→ Exercise aim
Your answer should repeat the listing in full, with no line missing or altered.
--*--
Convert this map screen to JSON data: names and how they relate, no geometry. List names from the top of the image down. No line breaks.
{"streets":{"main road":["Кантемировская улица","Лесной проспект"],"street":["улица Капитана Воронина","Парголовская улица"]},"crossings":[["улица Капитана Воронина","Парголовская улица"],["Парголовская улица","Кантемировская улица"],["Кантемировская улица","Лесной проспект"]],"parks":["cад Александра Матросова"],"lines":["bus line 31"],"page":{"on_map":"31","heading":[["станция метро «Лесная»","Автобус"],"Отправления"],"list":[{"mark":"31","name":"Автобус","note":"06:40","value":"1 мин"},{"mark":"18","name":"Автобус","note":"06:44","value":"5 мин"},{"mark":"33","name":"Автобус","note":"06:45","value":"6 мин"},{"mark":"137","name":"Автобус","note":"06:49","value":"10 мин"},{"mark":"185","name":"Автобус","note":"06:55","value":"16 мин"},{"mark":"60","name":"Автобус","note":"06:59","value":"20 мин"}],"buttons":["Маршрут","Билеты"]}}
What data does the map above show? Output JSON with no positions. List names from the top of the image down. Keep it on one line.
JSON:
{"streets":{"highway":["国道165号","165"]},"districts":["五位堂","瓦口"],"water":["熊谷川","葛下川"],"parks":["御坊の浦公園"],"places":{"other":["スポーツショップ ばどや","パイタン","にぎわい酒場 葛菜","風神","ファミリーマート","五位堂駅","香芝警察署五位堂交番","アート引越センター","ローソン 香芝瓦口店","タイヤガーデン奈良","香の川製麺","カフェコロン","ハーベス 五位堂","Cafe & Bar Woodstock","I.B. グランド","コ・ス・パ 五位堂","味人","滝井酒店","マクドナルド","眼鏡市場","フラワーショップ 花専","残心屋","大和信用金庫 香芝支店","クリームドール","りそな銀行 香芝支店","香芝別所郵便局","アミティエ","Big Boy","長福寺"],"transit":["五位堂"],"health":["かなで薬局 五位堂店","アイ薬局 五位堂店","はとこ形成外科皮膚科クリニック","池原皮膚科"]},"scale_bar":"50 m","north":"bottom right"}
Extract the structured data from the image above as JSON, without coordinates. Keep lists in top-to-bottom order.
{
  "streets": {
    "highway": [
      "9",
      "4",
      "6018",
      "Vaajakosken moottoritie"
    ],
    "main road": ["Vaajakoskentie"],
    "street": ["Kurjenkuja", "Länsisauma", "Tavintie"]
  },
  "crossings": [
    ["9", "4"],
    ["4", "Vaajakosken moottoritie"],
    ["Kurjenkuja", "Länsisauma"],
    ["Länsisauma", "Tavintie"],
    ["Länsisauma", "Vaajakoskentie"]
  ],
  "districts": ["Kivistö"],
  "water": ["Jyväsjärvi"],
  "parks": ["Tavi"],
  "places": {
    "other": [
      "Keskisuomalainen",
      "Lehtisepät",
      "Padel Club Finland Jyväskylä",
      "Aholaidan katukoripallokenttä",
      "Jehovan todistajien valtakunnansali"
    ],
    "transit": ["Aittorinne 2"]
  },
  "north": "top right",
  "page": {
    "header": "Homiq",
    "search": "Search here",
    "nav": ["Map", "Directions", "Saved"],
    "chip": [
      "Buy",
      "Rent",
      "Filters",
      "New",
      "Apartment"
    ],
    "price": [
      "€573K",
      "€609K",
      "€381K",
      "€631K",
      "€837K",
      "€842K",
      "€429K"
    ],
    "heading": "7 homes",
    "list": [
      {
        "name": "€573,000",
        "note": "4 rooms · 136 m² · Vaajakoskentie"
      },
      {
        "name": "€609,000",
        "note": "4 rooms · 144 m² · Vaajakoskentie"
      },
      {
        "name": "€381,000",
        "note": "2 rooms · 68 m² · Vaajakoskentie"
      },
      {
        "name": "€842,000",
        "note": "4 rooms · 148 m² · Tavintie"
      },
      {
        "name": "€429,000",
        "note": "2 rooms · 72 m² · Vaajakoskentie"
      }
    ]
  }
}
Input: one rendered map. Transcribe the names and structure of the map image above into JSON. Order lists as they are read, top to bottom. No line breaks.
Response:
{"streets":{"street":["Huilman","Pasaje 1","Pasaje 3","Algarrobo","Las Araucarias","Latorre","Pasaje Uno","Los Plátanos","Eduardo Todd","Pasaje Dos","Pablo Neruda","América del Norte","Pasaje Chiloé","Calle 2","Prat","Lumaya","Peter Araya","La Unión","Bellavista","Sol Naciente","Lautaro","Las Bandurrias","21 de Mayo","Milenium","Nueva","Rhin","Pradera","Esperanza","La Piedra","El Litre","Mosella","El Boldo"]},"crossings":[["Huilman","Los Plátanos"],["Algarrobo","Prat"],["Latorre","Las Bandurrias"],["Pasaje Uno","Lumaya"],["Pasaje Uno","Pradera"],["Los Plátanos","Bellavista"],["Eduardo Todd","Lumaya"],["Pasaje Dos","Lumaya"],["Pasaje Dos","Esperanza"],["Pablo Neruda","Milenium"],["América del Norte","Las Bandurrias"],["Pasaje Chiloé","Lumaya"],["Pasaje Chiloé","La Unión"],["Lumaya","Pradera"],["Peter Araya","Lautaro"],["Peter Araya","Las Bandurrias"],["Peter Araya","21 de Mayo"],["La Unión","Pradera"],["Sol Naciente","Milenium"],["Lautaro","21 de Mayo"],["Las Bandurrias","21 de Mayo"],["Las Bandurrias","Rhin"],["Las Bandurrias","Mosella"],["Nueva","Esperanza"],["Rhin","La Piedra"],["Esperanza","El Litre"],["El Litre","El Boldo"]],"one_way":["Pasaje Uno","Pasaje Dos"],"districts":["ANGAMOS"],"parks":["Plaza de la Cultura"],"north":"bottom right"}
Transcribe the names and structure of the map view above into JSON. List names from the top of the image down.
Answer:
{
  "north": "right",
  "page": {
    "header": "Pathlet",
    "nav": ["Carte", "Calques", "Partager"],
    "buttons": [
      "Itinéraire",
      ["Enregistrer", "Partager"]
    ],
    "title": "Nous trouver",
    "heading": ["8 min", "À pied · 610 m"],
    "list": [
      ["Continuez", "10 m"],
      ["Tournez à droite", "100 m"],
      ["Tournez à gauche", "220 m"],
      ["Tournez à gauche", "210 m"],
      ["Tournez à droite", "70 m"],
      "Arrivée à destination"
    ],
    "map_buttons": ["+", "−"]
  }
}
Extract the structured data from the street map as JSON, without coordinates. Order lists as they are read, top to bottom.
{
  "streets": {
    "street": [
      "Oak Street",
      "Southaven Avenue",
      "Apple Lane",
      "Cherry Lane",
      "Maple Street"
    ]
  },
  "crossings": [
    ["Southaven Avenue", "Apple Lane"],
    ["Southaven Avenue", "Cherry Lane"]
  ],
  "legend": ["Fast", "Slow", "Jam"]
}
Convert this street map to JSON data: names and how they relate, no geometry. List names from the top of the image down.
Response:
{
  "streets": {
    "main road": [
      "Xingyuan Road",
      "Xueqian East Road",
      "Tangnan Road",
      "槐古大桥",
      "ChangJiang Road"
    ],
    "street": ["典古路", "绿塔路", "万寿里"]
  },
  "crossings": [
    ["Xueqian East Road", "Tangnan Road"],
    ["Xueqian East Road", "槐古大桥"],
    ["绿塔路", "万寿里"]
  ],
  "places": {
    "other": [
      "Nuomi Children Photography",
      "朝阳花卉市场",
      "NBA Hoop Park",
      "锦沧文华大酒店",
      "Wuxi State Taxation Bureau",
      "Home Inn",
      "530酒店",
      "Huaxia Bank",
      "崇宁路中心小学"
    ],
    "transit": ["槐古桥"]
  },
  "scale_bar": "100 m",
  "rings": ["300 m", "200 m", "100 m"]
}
--*--
→ Answer area
Convert this map screen to JSON data: names and how they relate, no geometry. List names from the top of the image down. No line breaks.
{"streets":{"main road":["Кантемировская улица","Лесной проспект"],"street":["улица Капитана Воронина","Парголовская улица"]},"crossings":[["улица Капитана Воронина","Парголовская улица"],["Парголовская улица","Кантемировская улица"],["Кантемировская улица","Лесной проспект"]],"parks":["cад Александра Матросова"],"lines":["bus line 31"],"page":{"on_map":"31","heading":[["станция метро «Лесная»","Автобус"],"Отправления"],"list":[{"mark":"31","name":"Автобус","note":"06:40","value":"1 мин"},{"mark":"18","name":"Автобус","note":"06:44","value":"5 мин"},{"mark":"33","name":"Автобус","note":"06:45","value":"6 мин"},{"mark":"137","name":"Автобус","note":"06:49","value":"10 мин"},{"mark":"185","name":"Автобус","note":"06:55","value":"16 мин"},{"mark":"60","name":"Автобус","note":"06:59","value":"20 мин"}],"buttons":["Маршрут","Билеты"]}}
What data does the map above show? Output JSON with no positions. List names from the top of the image down. Keep it on one line.
JSON:
{"streets":{"highway":["国道165号","165"]},"districts":["五位堂","瓦口"],"water":["熊谷川","葛下川"],"parks":["御坊の浦公園"],"places":{"other":["スポーツショップ ばどや","パイタン","にぎわい酒場 葛菜","風神","ファミリーマート","五位堂駅","香芝警察署五位堂交番","アート引越センター","ローソン 香芝瓦口店","タイヤガーデン奈良","香の川製麺","カフェコロン","ハーベス 五位堂","Cafe & Bar Woodstock","I.B. グランド","コ・ス・パ 五位堂","味人","滝井酒店","マクドナルド","眼鏡市場","フラワーショップ 花専","残心屋","大和信用金庫 香芝支店","クリームドール","りそな銀行 香芝支店","香芝別所郵便局","アミティエ","Big Boy","長福寺"],"transit":["五位堂"],"health":["かなで薬局 五位堂店","アイ薬局 五位堂店","はとこ形成外科皮膚科クリニック","池原皮膚科"]},"scale_bar":"50 m","north":"bottom right"}
Extract the structured data from the image above as JSON, without coordinates. Keep lists in top-to-bottom order.
{
  "streets": {
    "highway": [
      "9",
      "4",
      "6018",
      "Vaajakosken moottoritie"
    ],
    "main road": ["Vaajakoskentie"],
    "street": ["Kurjenkuja", "Länsisauma", "Tavintie"]
  },
  "crossings": [
    ["9", "4"],
    ["4", "Vaajakosken moottoritie"],
    ["Kurjenkuja", "Länsisauma"],
    ["Länsisauma", "Tavintie"],
    ["Länsisauma", "Vaajakoskentie"]
  ],
  "districts": ["Kivistö"],
  "water": ["Jyväsjärvi"],
  "parks": ["Tavi"],
  "places": {
    "other": [
      "Keskisuomalainen",
      "Lehtisepät",
      "Padel Club Finland Jyväskylä",
      "Aholaidan katukoripallokenttä",
      "Jehovan todistajien valtakunnansali"
    ],
    "transit": ["Aittorinne 2"]
  },
  "north": "top right",
  "page": {
    "header": "Homiq",
    "search": "Search here",
    "nav": ["Map", "Directions", "Saved"],
    "chip": [
      "Buy",
      "Rent",
      "Filters",
      "New",
      "Apartment"
    ],
    "price": [
      "€573K",
      "€609K",
      "€381K",
      "€631K",
      "€837K",
      "€842K",
      "€429K"
    ],
    "heading": "7 homes",
    "list": [
      {
        "name": "€573,000",
        "note": "4 rooms · 136 m² · Vaajakoskentie"
      },
      {
        "name": "€609,000",
        "note": "4 rooms · 144 m² · Vaajakoskentie"
      },
      {
        "name": "€381,000",
        "note": "2 rooms · 68 m² · Vaajakoskentie"
      },
      {
        "name": "€842,000",
        "note": "4 rooms · 148 m² · Tavintie"
      },
      {
        "name": "€429,000",
        "note": "2 rooms · 72 m² · Vaajakoskentie"
      }
    ]
  }
}
Input: one rendered map. Transcribe the names and structure of the map image above into JSON. Order lists as they are read, top to bottom. No line breaks.
Response:
{"streets":{"street":["Huilman","Pasaje 1","Pasaje 3","Algarrobo","Las Araucarias","Latorre","Pasaje Uno","Los Plátanos","Eduardo Todd","Pasaje Dos","Pablo Neruda","América del Norte","Pasaje Chiloé","Calle 2","Prat","Lumaya","Peter Araya","La Unión","Bellavista","Sol Naciente","Lautaro","Las Bandurrias","21 de Mayo","Milenium","Nueva","Rhin","Pradera","Esperanza","La Piedra","El Litre","Mosella","El Boldo"]},"crossings":[["Huilman","Los Plátanos"],["Algarrobo","Prat"],["Latorre","Las Bandurrias"],["Pasaje Uno","Lumaya"],["Pasaje Uno","Pradera"],["Los Plátanos","Bellavista"],["Eduardo Todd","Lumaya"],["Pasaje Dos","Lumaya"],["Pasaje Dos","Esperanza"],["Pablo Neruda","Milenium"],["América del Norte","Las Bandurrias"],["Pasaje Chiloé","Lumaya"],["Pasaje Chiloé","La Unión"],["Lumaya","Pradera"],["Peter Araya","Lautaro"],["Peter Araya","Las Bandurrias"],["Peter Araya","21 de Mayo"],["La Unión","Pradera"],["Sol Naciente","Milenium"],["Lautaro","21 de Mayo"],["Las Bandurrias","21 de Mayo"],["Las Bandurrias","Rhin"],["Las Bandurrias","Mosella"],["Nueva","Esperanza"],["Rhin","La Piedra"],["Esperanza","El Litre"],["El Litre","El Boldo"]],"one_way":["Pasaje Uno","Pasaje Dos"],"districts":["ANGAMOS"],"parks":["Plaza de la Cultura"],"north":"bottom right"}
Transcribe the names and structure of the map view above into JSON. List names from the top of the image down.
Answer:
{
  "north": "right",
  "page": {
    "header": "Pathlet",
    "nav": ["Carte", "Calques", "Partager"],
    "buttons": [
      "Itinéraire",
      ["Enregistrer", "Partager"]
    ],
    "title": "Nous trouver",
    "heading": ["8 min", "À pied · 610 m"],
    "list": [
      ["Continuez", "10 m"],
      ["Tournez à droite", "100 m"],
      ["Tournez à gauche", "220 m"],
      ["Tournez à gauche", "210 m"],
      ["Tournez à droite", "70 m"],
      "Arrivée à destination"
    ],
    "map_buttons": ["+", "−"]
  }
}
Extract the structured data from the street map as JSON, without coordinates. Order lists as they are read, top to bottom.
{
  "streets": {
    "street": [
      "Oak Street",
      "Southaven Avenue",
      "Apple Lane",
      "Cherry Lane",
      "Maple Street"
    ]
  },
  "crossings": [
    ["Southaven Avenue", "Apple Lane"],
    ["Southaven Avenue", "Cherry Lane"]
  ],
  "legend": ["Fast", "Slow", "Jam"]
}
Convert this street map to JSON data: names and how they relate, no geometry. List names from the top of the image down.
Response:
{
  "streets": {
    "main road": [
      "Xingyuan Road",
      "Xueqian East Road",
      "Tangnan Road",
      "槐古大桥",
      "ChangJiang Road"
    ],
    "street": ["典古路", "绿塔路", "万寿里"]
  },
  "crossings": [
    ["Xueqian East Road", "Tangnan Road"],
    ["Xueqian East Road", "槐古大桥"],
    ["绿塔路", "万寿里"]
  ],
  "places": {
    "other": [
      "Nuomi Children Photography",
      "朝阳花卉市场",
      "NBA Hoop Park",
      "锦沧文华大酒店",
      "Wuxi State Taxation Bureau",
      "Home Inn",
      "530酒店",
      "Huaxia Bank",
      "崇宁路中心小学"
    ],
    "transit": ["槐古桥"]
  },
  "scale_bar": "100 m",
  "rings": ["300 m", "200 m", "100 m"]
}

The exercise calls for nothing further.